* [Exercise description]
Go through the data line by line from the top, retyping each exactly, and end with the line that contains "0 6px,transparent 0".
---------- The records
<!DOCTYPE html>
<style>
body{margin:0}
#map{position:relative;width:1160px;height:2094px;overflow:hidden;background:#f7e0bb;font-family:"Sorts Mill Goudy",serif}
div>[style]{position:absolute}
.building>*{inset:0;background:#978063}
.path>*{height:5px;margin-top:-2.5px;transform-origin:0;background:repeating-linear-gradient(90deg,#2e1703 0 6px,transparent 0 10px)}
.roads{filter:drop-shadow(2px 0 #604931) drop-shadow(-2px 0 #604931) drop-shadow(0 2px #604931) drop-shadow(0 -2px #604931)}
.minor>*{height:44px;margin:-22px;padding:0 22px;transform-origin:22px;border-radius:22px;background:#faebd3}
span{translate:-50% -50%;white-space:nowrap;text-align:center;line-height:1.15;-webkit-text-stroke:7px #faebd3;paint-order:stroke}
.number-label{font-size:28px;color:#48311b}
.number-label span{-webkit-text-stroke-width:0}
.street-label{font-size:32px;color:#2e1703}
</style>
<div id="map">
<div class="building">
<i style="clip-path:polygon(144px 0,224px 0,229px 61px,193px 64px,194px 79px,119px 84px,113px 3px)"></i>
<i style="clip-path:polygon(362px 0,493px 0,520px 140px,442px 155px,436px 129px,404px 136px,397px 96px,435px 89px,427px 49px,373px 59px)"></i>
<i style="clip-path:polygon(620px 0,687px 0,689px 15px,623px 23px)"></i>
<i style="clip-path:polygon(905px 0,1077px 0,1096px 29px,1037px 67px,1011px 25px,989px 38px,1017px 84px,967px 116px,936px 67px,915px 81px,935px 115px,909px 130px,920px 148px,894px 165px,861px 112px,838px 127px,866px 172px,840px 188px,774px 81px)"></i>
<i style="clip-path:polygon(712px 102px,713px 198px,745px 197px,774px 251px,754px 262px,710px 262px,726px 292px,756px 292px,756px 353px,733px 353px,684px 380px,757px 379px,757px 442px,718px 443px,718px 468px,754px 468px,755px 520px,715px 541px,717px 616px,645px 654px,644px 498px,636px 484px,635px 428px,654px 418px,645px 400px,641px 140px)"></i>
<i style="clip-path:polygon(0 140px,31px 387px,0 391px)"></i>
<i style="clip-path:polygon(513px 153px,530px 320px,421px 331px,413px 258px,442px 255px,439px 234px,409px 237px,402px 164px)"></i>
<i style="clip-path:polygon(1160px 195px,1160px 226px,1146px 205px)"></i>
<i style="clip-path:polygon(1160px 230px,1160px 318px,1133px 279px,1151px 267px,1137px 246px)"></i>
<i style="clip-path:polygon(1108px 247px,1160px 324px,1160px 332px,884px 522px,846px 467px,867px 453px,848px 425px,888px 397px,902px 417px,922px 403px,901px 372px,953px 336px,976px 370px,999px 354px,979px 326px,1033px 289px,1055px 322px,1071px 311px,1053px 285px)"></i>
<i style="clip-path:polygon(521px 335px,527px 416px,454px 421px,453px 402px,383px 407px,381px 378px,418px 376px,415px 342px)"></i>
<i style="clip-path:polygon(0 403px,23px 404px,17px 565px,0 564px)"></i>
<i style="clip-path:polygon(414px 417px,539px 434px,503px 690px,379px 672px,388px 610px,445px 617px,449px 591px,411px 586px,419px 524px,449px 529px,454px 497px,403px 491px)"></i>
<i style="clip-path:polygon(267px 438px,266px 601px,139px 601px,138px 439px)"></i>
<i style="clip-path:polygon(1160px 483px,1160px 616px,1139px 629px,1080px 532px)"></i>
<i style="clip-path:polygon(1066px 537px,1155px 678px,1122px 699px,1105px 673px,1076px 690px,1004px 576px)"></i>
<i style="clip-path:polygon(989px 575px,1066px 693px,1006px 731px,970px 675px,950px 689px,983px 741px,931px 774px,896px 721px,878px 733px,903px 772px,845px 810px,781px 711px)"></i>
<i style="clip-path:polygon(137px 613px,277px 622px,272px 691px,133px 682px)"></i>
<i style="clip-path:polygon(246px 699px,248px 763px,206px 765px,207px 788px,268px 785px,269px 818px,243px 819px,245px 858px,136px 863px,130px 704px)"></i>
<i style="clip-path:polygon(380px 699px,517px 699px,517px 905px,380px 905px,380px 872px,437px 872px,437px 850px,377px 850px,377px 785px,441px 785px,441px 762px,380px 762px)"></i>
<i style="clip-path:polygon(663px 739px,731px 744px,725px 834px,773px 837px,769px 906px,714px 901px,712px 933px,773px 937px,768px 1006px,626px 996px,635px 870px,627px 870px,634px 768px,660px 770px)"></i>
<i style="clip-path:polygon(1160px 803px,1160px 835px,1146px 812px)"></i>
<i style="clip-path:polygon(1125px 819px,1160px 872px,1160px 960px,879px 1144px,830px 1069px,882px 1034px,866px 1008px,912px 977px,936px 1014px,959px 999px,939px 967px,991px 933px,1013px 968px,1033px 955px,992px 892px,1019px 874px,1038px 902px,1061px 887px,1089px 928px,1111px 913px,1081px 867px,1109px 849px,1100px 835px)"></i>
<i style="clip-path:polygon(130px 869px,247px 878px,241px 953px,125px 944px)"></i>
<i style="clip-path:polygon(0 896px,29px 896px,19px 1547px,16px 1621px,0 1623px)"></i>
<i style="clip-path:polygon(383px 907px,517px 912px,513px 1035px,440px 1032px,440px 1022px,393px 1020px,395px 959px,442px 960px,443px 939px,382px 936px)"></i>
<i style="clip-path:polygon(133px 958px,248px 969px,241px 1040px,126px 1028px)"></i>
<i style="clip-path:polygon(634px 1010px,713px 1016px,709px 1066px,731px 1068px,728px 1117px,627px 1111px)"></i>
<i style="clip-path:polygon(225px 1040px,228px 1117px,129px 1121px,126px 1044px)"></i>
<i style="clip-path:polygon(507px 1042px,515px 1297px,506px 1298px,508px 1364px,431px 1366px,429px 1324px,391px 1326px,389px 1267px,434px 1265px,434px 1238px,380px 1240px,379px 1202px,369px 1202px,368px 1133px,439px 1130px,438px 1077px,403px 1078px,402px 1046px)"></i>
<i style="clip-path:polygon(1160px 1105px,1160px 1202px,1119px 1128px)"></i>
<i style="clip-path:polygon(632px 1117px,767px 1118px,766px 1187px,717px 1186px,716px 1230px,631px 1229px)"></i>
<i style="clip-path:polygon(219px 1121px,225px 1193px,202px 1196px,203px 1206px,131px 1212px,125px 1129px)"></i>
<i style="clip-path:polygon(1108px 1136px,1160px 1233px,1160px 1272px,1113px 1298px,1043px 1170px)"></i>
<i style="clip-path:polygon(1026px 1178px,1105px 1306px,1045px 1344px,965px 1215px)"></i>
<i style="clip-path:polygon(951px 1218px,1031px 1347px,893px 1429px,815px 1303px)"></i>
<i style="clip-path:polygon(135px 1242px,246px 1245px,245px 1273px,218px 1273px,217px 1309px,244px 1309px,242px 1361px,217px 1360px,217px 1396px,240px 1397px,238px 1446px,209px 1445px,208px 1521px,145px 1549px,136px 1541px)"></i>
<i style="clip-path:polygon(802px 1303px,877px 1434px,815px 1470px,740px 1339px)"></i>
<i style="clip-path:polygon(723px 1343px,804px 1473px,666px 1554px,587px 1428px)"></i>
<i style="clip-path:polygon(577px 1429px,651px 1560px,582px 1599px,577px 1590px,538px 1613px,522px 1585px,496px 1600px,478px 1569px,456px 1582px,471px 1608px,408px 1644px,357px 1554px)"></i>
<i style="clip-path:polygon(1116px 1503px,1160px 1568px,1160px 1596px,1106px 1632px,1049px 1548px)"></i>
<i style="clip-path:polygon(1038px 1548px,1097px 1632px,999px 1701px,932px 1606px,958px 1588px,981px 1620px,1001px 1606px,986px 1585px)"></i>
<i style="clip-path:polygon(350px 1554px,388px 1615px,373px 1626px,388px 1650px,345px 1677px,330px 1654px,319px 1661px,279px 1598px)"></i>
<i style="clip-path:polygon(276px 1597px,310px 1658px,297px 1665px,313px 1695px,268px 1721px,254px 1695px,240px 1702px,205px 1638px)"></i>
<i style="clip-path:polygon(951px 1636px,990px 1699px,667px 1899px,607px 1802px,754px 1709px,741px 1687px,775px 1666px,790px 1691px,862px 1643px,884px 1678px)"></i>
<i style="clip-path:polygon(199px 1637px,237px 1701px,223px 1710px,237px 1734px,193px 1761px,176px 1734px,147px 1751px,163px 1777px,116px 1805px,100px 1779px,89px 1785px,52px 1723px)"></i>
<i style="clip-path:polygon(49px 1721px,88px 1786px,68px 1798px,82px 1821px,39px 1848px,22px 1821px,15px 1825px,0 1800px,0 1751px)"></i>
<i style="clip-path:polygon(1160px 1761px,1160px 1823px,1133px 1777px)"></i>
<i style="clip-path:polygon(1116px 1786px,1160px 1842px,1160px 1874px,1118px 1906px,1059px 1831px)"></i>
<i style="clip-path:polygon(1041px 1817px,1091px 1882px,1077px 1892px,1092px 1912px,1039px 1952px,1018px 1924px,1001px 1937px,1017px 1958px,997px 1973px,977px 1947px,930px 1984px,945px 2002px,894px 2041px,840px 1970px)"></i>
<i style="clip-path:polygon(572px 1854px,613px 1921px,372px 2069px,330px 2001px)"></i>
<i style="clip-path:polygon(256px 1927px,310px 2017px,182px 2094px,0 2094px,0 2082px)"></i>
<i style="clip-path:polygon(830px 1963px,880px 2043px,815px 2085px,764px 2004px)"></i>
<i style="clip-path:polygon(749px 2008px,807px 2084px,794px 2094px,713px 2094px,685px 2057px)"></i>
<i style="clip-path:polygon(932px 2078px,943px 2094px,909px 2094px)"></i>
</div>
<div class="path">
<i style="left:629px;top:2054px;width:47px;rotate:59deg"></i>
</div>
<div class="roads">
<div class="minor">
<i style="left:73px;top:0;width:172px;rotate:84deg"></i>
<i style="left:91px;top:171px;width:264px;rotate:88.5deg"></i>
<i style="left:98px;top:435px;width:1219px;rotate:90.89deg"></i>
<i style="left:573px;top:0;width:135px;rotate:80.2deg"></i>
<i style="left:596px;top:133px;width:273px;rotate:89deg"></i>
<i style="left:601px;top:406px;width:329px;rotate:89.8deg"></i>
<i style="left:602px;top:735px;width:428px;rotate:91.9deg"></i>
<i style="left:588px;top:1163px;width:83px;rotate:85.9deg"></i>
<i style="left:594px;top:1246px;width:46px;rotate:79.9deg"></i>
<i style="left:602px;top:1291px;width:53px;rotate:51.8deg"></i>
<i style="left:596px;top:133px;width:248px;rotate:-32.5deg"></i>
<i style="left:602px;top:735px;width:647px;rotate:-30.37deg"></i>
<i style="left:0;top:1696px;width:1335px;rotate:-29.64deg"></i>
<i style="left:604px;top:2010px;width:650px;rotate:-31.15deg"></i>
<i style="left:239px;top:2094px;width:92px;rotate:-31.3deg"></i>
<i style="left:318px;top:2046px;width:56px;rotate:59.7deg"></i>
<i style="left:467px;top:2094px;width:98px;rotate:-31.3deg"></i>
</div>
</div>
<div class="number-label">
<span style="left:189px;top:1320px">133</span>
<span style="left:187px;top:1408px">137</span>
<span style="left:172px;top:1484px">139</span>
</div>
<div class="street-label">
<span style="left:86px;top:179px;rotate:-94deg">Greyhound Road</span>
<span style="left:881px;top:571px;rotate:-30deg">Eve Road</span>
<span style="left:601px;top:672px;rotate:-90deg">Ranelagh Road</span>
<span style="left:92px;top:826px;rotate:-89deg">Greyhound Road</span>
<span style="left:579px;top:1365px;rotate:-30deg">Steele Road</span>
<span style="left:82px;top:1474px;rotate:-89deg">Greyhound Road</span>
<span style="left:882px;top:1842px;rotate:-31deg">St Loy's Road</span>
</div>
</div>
--------------------
* [Exercise response]
<!DOCTYPE html>
<style>
body{margin:0}
#map{position:relative;width:1160px;height:2094px;overflow:hidden;background:#f7e0bb;font-family:"Sorts Mill Goudy",serif}
div>[style]{position:absolute}
.building>*{inset:0;background:#978063}
.path>*{height:5px;margin-top:-2.5px;transform-origin:0;background:repeating-linear-gradient(90deg,#2e1703 0 6px,transparent 0 10px)}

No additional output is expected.